E-Alerts & Press Releases

PJC Argues Court Erred in Denying Mother Continuance to Find Counsel in Child Custody Case

On March 20, 2006, the Public Justice Center, along with Legal Aid Bureau and Maryland Volunteer Lawyers Services, filed an amicus brief in the case of Tara M. Touzeau v. Scott E. Deffinbaugh, at the Court of Appeals for Maryland.
In this contested custody case, the mother could not afford to retain counsel to represent her.  The father was represented, and the presiding Master strongly recommended that the mother obtain legal representation. The mother consulted with the Legal Aid Bureau and with a private attorney at Miles & Stockbridge, who were willing to take her case if she could get a continuance of the trial to properly prepare.  The Circuit Court for Montgomery County denied the mother’s motion for a continuance, and compelled her to go forward without an attorney.  At the close of the two day trial, the circuit court ruled against her.

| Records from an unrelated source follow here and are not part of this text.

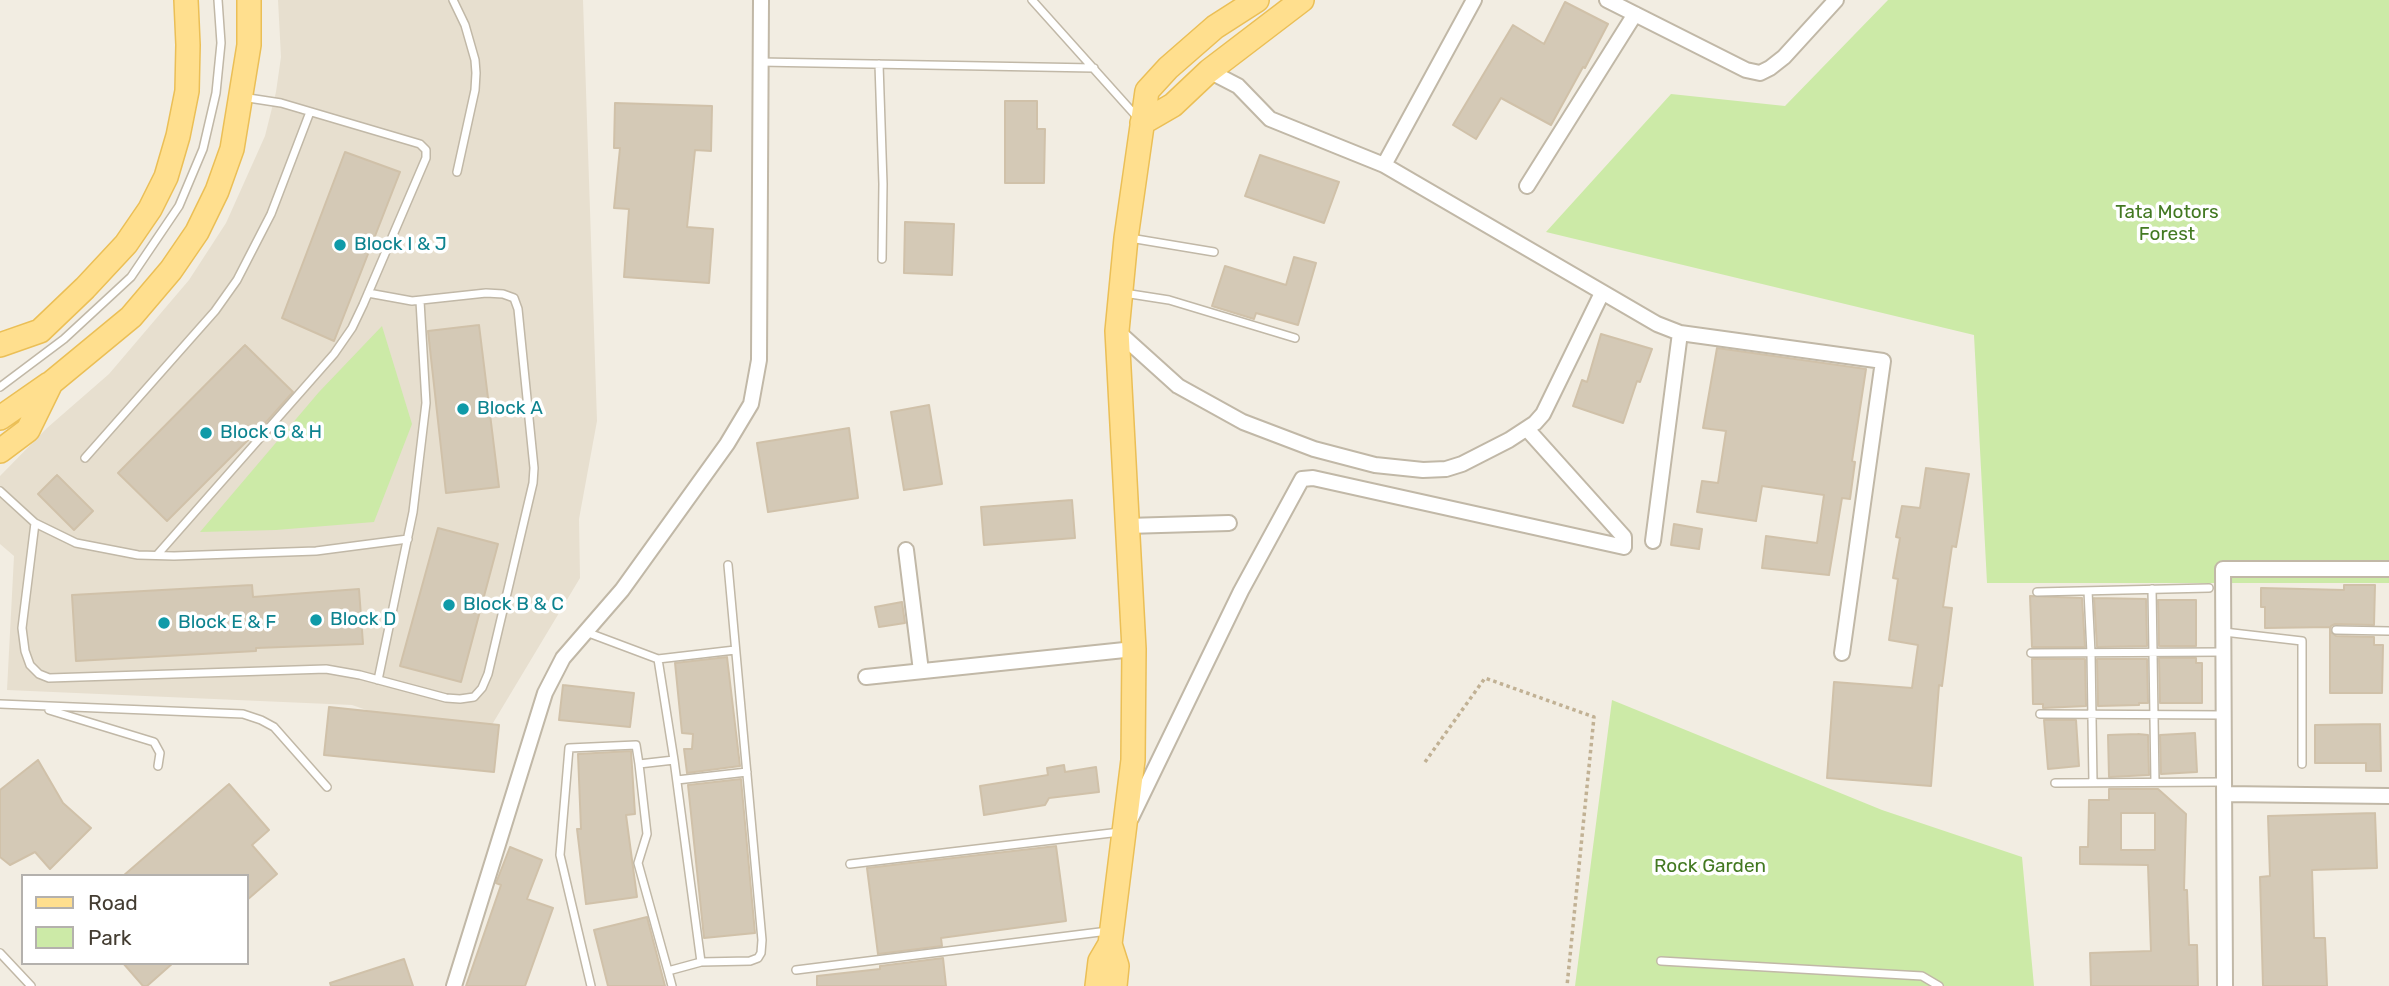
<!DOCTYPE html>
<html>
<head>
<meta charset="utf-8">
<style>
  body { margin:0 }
  #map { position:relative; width:2389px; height:986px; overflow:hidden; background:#f2ede2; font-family:Rubik,sans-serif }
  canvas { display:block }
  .legend { position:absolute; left:21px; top:874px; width:228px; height:91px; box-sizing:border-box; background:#fff; border:2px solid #b4b1ad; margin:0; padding:9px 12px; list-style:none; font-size:21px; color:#443d32 }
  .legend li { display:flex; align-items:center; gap:14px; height:35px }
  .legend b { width:35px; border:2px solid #b4b1ad }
</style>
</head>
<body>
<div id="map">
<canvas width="2389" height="986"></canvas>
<ul class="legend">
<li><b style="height:9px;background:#ffdf8e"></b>Road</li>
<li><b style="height:19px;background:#cceaa7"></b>Park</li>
</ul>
</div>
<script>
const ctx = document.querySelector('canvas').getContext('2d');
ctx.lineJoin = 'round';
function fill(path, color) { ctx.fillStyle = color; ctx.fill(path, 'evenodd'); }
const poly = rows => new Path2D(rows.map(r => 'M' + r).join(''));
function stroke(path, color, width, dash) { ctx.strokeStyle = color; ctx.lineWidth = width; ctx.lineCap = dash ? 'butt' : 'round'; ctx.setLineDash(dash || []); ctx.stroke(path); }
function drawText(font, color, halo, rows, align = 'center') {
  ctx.font = font + ' Rubik,sans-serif'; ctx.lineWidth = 7; ctx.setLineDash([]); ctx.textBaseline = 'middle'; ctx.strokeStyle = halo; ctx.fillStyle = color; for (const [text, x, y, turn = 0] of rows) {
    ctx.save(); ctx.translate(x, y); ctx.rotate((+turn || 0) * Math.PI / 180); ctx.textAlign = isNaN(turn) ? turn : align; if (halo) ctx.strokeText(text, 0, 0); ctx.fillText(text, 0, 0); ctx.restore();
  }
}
const residential = poly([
  [278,0,583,0,597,421,579,519,580,578,478,748,352,705,7,690,14,556,0,544,0,476,47,428,109,374,189,280,226,223,265,136,276,92,281,57]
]);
const green = poly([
  [1888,0,2389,0,2389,583,1987,583,1974,335,1546,232,1671,94,1785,106],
  [382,326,412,424,374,522,276,530,200,532,319,392],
  [1612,700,1882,810,2022,857,2034,986,1575,986]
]);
const building = poly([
  [1565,2,1608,24,1585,68,1583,67,1551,125,1501,98,1476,139,1453,125,1513,25,1544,44,1565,2],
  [1005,101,1037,101,1037,129,1045,129,1044,183,1005,183,1005,101],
  [615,103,712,106,711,151,695,150,687,227,713,229,709,283,624,277,629,209,614,208,620,148,614,148,615,103],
  [345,152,400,172,334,341,282,318,345,152],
  [1260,155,1339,182,1324,223,1245,196,1260,155],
  [905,222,954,224,952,275,904,273,905,222],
  [1294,257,1316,263,1298,325,1256,313,1254,319,1212,306,1225,266,1286,285,1294,257],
  [479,325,499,487,446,493,428,331,479,325],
  [1601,334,1652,349,1640,382,1637,381,1623,423,1573,406,1582,380,1587,382,1601,334],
  [245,345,293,392,268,420,167,521,118,473,245,345],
  [1717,348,1866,369,1852,461,1855,462,1850,499,1842,498,1829,575,1762,568,1766,536,1817,543,1824,495,1762,486,1756,521,1697,512,1702,481,1718,483,1726,431,1703,428,1717,348],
  [929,405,942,484,904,490,891,412,929,405],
  [849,428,858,498,768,512,757,443,849,428],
  [1926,468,1969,474,1956,547,1952,546,1943,607,1952,608,1942,686,1939,685,1931,786,1827,778,1834,682,1912,688,1918,645,1889,640,1898,579,1893,578,1900,538,1896,537,1902,506,1920,508,1926,468],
  [57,475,93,511,74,530,38,494,57,475],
  [1072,500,1075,538,984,545,981,507,1072,500],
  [1674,524,1702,529,1699,549,1671,545,1674,524],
  [438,528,498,544,461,682,400,666,438,528],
  [252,585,253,597,359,589,363,644,256,648,256,651,76,661,72,595,252,585],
  [2344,585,2375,585,2374,625,2335,624,2331,626,2330,631,2336,636,2374,637,2374,645,2383,645,2382,693,2330,693,2330,627,2265,628,2265,607,2261,607,2261,588,2344,590,2344,585],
  [2030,596,2082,598,2085,647,2032,647,2030,596],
  [2094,598,2146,599,2147,646,2097,647,2094,598],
  [2158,600,2196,600,2196,646,2159,646,2158,600],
  [902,602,905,623,879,627,875,607,902,602],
  [727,657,740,766,687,773,684,749,692,749,693,734,682,733,675,663,727,657],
  [2159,658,2196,658,2196,663,2202,663,2202,703,2160,703,2159,658],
  [2032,659,2085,659,2086,706,2043,708,2043,704,2033,704,2032,659],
  [2097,659,2147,659,2148,703,2139,703,2139,705,2098,706,2097,659],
  [563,685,634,693,630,727,559,720,563,685],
  [329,707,499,725,494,772,324,755,329,707],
  [2044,720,2076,720,2079,766,2048,769,2044,720],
  [2380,724,2381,771,2366,771,2366,763,2315,763,2315,725,2380,724],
  [2195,733,2197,772,2161,774,2160,735,2195,733],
  [2138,734,2148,735,2149,775,2109,777,2108,735,2138,734],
  [631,751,635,814,626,815,637,897,586,904,577,829,581,829,578,754,631,751],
  [38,760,63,803,91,828,50,869,35,852,10,865,0,857,0,790,38,760],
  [1064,765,1065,772,1096,767,1099,792,1049,798,1045,805,984,815,980,786,1048,775,1047,768,1064,765],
  [741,779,755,933,704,938,688,785,741,779],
  [229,784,269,830,252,845,277,874,247,900,247,876,123,876,229,784],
  [2109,789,2158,789,2186,814,2184,890,2187,890,2189,945,2197,945,2198,986,2091,986,2090,953,2151,951,2148,865,2080,864,2080,847,2088,847,2089,800,2109,800,2109,789],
  [2121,813,2155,813,2155,850,2121,850,2121,813],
  [2375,813,2377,868,2312,870,2314,938,2325,938,2327,986,2263,986,2260,877,2270,876,2268,816,2375,813],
  [1056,846,1066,921,941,938,942,946,878,954,867,868,1056,846],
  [510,847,542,860,527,899,553,908,525,986,466,986,501,885,496,883,510,847],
  [647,917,665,986,608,986,594,930,647,917],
  [943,958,946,986,817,986,817,976,880,969,880,966,943,958],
  [404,959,413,986,331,986,330,983,404,959],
  [123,963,173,963,147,986,143,986,123,963]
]);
const path = poly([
  [1425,762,1485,678,1594,717,1567,986]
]);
const lane = poly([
  [453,0,465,25,475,60,476,73,475,90,457,172],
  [1032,0,1137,117],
  [760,62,1094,68],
  [879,64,883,184,882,259],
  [1130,238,1214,252],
  [1124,293,1169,300,1295,338],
  [0,387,64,339,131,277,179,206,203,149,216,93,221,43,218,0],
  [85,458,215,311,237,280,271,214,310,112],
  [0,491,35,523,76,543,138,555,174,556,316,551,408,539],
  [35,523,22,628,25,651,30,665,39,674,49,678,326,669,360,675,446,698,460,699,474,697,482,688,488,674,533,483,534,468,518,309,514,298,503,294,486,293,412,301,368,293],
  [157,555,334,354,352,328,363,305,426,158,426,150,420,144,281,103,242,97],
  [2152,589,2155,782],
  [2088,591,2091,653,2093,783],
  [2037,592,2209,588],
  [2336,630,2389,631],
  [586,632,658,659,674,760,639,764,647,834,638,863,668,971],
  [2224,632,2302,641,2302,764],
  [2031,653,2224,652],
  [658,659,735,650],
  [378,680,413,512,426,403,420,301],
  [0,704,243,714,261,720,274,727,327,787],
  [49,710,154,742,160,753,158,766],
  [2040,714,2224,715],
  [674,760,701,962],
  [677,780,747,772],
  [2055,783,2224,782],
  [850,864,1120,832],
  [0,953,31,986],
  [1661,961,1922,976,1939,986],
  [796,970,1108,931],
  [591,986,560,855,569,748,636,745,639,764],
  [672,986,668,971,701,962,750,961,758,958,761,953,762,940,728,565]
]);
const street = poly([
  [1607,0,1746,70,1760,73,1770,68,1784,57,1836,0],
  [1209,71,1238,86,1270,119,1384,165,1657,324,1680,333,1883,361,1842,653],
  [1384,165,1474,0],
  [1527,186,1635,14],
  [1117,331,1178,386,1243,422,1314,449,1375,465,1423,470,1446,469,1462,464,1509,440,1535,423,1543,414,1602,293],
  [1127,526,1229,523],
  [1653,541,1680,333],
  [906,550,921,671],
  [866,677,1134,649],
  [2224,794,2389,796],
  [1131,818,1241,591,1302,479,1313,478,1624,547,1624,537,1527,429],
  [454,986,545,693,563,658,622,590,727,444,751,404,759,360,761,0],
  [2225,986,2223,569,2389,569]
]);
const primary = poly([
  [1142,123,1173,105,1209,71,1302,0],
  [0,345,40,331,85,288,126,244,150,209,166,177,178,136,187,91,188,45,186,0],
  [0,418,49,384],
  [0,451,28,430,51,383,131,317,171,270,197,232,217,191,232,149,249,45,249,0],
  [1110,944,1117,966,1115,986],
  [1097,986,1100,961,1110,944,1133,760,1134,649,1117,331,1126,238,1147,91,1168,68,1215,27,1257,0]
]);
const markers = [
  [340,245,7,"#0f9aa8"],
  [463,409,7,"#0f9aa8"],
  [206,433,7,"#0f9aa8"],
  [449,605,7,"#0f9aa8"],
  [316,620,7,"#0f9aa8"],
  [164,623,7,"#0f9aa8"]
];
const parkNames = [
  ["Tata Motors",2167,213],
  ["Forest",2167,235],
  ["Rock Garden",1710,867]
];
const cultureNames = [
  ["Block I & J",354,245],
  ["Block A",477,409],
  ["Block G & H",220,433],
  ["Block B & C",463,605],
  ["Block D",330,620],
  ["Block E & F",178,623]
];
fill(residential, '#e7dfcf');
fill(green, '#cceaa7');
fill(building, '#d4c9b6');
stroke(building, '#d0c1a9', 2);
stroke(lane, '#c1b8a7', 10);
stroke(street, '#c1b8a7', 18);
stroke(primary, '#ebbf56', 26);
stroke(path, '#c1b194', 3.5, [3.5, 3.5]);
stroke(lane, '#fff', 7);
stroke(street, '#fff', 14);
stroke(primary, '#ffdf8e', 23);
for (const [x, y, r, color] of markers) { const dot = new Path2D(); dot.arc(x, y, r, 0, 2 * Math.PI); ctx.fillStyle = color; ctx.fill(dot); stroke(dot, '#fff', 2.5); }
drawText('19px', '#437922', '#fff', parkNames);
drawText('19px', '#0d838f', '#fff', cultureNames, 'left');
</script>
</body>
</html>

With the assistance of Miles & Stockbridge, the mother appealed, arguing that the court was wrong to deny her a continuance to get a lawyer. The Court of Special Appeals affirmed the judgment of the circuit court.  The mother appealed to the Court of Appeals.
At the Court of Appeals, the PJC’s amicus brief argued that the lower court decision would deny meaningful access to justice for the thousands of Maryland litigants who involuntarily represent themselves because they cannot afford counsel.  Specifically, PJC’s amicus brief highlighted that (1) Maryland’s legal community and the Court of Appeals have invested much in promoting access to justice for the poor, (2) it remains extremely difficult for a poor litigant to obtain a lawyer in a contested custody case, and (3) it is an abuse of discretion to deny a continuance where a poor litigant has secured representation for a contested custody case.  The brief presented a wealth of data and the experience of amici Legal Aid and MVLS, attesting to the fact that the array of providers of legal services for the poor meet only 20% of their needs for legal assistance with civil legal problems.  Moreover, contested custody cases are universally regarded as the area of greatest unmet need and the most difficult to place with pro bono counsel.  The brief argued that courts must be cognizant of this context when ruling on motions for continuances to allow pro bono representation; otherwise, pro bono services to poor family law litigants will be further hampered. 
The amicus brief was authored by PJC Legal Director Debra Gardner and by Stephen Sachs of  Wilmer, Cutler, Pickering, Hale & Dorr LLP.